Abstract

Qualitative and quantitative differences in protein composition were examined in 12 samples of flour milled from wheat (cultivar Olympic) grown under a wide range of sulfur and nitrogen inputs. Two-dimensional fractionation, comprising isoelectric focusing in one dimension and electrophoresis at pH 3 in the other, indicated that the changes in gliadin composition associated with sulfur deficiency involved the proportions of individual gliadins but not their charge, size or isoelectric point characteristics. Quantitative Polyacrylamide gel electrophoresis in the presence of SDS showed that sulfur deficiency resulted in increases in the proportions of polypeptides in the mol.wt. ranges 51,000 to 80,000 and above, but decreases in the proportions of lower mol.wt. polypeptides (8000 to 28,000, mainly albumins).
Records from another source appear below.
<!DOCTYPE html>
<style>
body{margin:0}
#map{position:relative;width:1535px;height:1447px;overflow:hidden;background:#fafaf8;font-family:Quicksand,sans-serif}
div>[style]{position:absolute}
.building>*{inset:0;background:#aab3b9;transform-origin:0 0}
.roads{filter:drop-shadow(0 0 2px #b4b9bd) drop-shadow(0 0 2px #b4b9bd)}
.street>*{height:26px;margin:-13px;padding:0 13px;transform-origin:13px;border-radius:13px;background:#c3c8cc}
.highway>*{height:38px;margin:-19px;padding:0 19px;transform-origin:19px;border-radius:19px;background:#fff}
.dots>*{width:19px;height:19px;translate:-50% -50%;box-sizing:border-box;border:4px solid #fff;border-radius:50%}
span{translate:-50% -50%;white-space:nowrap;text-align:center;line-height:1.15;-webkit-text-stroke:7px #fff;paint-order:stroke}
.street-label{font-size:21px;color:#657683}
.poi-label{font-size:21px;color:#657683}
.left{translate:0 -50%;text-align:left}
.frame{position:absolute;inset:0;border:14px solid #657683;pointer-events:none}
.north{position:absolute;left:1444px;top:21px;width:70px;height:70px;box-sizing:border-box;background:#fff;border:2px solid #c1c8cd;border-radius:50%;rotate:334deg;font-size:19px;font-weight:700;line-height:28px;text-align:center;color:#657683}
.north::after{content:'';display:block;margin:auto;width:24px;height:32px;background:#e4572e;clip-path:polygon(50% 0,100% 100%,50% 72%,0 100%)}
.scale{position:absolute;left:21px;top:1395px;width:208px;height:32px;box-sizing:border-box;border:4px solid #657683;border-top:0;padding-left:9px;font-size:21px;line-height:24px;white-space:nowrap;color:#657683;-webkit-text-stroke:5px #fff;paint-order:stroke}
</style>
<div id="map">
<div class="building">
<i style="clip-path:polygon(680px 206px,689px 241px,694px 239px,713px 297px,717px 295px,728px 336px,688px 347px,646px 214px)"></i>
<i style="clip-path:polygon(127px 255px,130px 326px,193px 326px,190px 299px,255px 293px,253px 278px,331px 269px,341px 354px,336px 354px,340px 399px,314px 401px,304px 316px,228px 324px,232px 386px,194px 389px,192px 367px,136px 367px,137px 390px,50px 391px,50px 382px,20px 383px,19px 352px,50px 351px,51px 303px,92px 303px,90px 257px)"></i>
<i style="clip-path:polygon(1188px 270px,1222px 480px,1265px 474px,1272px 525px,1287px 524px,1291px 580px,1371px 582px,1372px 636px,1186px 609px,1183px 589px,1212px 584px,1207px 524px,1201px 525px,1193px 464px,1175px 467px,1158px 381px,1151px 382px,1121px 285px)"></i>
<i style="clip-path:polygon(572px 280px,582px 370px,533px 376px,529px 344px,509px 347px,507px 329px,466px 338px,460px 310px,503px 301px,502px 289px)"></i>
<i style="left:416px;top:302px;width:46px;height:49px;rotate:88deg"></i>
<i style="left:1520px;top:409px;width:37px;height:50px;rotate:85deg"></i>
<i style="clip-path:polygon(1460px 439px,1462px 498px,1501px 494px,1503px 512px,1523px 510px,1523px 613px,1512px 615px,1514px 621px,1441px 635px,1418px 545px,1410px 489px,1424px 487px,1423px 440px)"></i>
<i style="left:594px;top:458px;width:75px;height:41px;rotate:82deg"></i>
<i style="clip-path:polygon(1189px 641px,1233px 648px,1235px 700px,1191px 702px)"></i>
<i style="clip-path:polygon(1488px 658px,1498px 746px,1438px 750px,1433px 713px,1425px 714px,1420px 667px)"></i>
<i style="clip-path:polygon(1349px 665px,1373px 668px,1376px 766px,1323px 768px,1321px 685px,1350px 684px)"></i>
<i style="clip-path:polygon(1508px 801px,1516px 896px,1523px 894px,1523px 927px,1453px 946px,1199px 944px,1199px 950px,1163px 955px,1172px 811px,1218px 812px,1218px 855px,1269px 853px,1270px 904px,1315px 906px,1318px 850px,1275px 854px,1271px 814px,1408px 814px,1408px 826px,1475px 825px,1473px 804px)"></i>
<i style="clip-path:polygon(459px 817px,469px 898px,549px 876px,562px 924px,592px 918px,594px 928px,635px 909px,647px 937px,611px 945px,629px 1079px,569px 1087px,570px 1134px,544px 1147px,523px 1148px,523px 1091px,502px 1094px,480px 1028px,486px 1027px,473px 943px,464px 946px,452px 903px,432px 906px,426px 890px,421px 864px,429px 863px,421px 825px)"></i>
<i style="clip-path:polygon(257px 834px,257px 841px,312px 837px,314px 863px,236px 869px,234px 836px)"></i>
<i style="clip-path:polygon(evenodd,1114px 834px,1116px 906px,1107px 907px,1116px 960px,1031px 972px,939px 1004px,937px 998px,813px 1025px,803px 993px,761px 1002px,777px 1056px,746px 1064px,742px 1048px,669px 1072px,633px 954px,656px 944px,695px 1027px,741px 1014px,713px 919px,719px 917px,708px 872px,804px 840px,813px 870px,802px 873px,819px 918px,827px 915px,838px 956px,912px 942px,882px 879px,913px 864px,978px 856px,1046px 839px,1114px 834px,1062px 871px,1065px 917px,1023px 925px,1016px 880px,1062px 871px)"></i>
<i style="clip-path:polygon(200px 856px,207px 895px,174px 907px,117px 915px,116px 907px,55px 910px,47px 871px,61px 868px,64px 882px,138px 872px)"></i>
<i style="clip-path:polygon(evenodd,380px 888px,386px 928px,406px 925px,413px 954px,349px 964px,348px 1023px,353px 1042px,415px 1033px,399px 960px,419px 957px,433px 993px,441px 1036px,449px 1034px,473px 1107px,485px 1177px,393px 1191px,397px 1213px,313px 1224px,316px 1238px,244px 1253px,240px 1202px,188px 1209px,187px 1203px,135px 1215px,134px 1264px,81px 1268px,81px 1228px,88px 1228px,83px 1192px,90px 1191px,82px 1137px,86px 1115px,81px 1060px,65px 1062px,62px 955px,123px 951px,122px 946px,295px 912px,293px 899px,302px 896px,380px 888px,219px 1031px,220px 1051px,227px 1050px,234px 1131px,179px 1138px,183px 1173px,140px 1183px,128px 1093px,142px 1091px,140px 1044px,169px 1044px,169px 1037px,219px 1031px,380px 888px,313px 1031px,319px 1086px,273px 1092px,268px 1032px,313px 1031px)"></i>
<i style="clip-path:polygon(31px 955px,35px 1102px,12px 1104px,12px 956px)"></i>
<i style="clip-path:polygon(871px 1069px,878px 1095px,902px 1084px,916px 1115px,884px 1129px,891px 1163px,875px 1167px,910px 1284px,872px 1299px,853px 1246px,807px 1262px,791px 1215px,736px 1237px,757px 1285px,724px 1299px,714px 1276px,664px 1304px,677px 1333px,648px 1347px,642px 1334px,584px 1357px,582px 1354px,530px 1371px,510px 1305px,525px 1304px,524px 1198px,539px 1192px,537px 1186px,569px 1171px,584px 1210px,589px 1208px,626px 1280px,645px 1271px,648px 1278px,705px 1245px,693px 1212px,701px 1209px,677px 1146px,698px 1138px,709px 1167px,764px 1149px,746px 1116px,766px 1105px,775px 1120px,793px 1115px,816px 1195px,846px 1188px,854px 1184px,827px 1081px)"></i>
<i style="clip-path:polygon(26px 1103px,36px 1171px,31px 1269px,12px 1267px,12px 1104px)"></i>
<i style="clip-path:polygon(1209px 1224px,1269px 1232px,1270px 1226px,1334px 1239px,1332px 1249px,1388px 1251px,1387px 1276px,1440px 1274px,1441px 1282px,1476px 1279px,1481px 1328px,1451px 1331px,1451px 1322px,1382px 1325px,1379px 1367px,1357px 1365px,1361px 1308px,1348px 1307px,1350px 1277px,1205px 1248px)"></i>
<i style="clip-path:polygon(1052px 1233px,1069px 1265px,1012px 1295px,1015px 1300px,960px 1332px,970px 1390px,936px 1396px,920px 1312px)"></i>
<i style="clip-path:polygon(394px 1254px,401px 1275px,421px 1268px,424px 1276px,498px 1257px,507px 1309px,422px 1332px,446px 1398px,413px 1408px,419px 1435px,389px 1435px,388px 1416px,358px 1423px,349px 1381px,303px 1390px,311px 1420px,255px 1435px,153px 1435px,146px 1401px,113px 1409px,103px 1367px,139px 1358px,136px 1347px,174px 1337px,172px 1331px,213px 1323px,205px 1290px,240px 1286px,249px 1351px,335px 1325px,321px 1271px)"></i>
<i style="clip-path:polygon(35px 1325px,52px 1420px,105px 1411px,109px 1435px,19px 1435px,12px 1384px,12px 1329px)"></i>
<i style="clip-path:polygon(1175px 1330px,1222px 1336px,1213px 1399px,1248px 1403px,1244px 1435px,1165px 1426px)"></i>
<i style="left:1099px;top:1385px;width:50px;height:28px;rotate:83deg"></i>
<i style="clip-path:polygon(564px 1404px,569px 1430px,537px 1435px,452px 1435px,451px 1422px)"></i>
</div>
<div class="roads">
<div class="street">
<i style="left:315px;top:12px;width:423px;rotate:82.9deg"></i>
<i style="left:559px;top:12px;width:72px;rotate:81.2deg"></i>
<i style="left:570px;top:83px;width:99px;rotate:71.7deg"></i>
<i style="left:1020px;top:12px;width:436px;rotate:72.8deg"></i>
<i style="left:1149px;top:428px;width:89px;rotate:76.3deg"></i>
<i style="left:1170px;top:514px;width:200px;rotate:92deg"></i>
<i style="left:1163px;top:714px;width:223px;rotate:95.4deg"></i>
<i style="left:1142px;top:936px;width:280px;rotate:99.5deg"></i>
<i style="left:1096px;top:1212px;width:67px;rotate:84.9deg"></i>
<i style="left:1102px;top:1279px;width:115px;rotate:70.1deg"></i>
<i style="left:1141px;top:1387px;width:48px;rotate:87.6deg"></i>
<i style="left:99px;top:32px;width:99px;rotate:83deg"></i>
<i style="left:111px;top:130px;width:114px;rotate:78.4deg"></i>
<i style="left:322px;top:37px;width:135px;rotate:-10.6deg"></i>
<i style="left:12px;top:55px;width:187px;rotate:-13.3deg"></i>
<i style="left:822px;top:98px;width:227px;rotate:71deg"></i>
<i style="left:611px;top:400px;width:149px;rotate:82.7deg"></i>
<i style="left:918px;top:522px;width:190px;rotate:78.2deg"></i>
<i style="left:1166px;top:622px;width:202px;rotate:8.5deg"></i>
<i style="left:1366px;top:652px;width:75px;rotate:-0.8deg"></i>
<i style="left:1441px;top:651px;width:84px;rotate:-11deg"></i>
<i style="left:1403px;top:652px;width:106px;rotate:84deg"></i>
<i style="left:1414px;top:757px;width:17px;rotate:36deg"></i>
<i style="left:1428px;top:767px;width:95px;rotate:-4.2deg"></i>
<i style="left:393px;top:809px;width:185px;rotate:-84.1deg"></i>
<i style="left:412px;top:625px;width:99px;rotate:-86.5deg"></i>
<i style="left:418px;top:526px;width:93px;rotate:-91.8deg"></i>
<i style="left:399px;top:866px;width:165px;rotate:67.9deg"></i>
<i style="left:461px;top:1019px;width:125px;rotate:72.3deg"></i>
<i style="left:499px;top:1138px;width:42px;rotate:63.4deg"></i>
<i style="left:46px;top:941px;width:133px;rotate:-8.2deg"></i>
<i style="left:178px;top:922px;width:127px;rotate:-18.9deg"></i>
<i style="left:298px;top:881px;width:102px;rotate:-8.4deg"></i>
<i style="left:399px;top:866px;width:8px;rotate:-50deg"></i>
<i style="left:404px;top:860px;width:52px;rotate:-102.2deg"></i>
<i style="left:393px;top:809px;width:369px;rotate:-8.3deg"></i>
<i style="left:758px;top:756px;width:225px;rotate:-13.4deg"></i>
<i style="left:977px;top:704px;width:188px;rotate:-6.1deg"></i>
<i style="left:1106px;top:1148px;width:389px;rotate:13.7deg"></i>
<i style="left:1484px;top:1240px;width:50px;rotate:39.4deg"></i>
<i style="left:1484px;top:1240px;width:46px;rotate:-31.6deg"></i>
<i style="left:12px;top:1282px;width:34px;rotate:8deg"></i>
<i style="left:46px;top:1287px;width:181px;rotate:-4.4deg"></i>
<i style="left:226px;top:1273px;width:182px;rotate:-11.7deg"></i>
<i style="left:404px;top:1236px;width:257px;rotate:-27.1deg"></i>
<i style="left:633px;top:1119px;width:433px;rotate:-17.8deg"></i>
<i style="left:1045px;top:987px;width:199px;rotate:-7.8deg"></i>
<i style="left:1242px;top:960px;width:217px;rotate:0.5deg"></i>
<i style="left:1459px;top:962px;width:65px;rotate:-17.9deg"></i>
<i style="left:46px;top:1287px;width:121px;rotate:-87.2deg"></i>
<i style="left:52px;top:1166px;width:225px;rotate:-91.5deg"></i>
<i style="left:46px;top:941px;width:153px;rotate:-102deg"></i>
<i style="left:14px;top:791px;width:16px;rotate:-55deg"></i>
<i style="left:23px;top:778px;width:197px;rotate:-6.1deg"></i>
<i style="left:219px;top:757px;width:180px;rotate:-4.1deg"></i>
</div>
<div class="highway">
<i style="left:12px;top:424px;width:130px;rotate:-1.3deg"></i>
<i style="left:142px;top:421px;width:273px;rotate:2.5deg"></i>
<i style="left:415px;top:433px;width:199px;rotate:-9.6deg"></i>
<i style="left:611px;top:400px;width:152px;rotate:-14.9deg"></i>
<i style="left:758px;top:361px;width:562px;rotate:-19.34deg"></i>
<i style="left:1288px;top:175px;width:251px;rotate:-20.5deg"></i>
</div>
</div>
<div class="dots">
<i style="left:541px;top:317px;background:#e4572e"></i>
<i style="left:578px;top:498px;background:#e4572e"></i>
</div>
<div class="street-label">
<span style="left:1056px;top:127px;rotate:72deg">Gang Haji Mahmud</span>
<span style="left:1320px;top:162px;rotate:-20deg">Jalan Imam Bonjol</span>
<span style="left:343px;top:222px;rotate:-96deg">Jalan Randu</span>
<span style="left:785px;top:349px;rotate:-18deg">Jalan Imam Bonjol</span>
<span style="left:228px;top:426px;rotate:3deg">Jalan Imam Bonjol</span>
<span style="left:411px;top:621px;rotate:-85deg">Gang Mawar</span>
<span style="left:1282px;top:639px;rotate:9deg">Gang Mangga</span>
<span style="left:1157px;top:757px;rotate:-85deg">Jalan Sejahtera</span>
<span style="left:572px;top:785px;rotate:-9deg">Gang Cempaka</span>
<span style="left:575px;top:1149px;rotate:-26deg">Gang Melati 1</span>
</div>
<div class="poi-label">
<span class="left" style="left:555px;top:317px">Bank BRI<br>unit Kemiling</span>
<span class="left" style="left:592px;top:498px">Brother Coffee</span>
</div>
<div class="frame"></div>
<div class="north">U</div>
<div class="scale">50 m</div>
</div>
The proportions of polypeptides in five size ranges were highly correlated with the sulfur to nitrogen ratios in the flour samples and also with their dough quality characteristics, particularly as measured with the Extensograph. Doughs produced from the variety, Olympic, usually are extensible but the increased proportion of high mol.wt. polypeptides, found in the sulfur-deficient samples, was associated with an increase in the toughness and a decrease in the extensibility of the dough.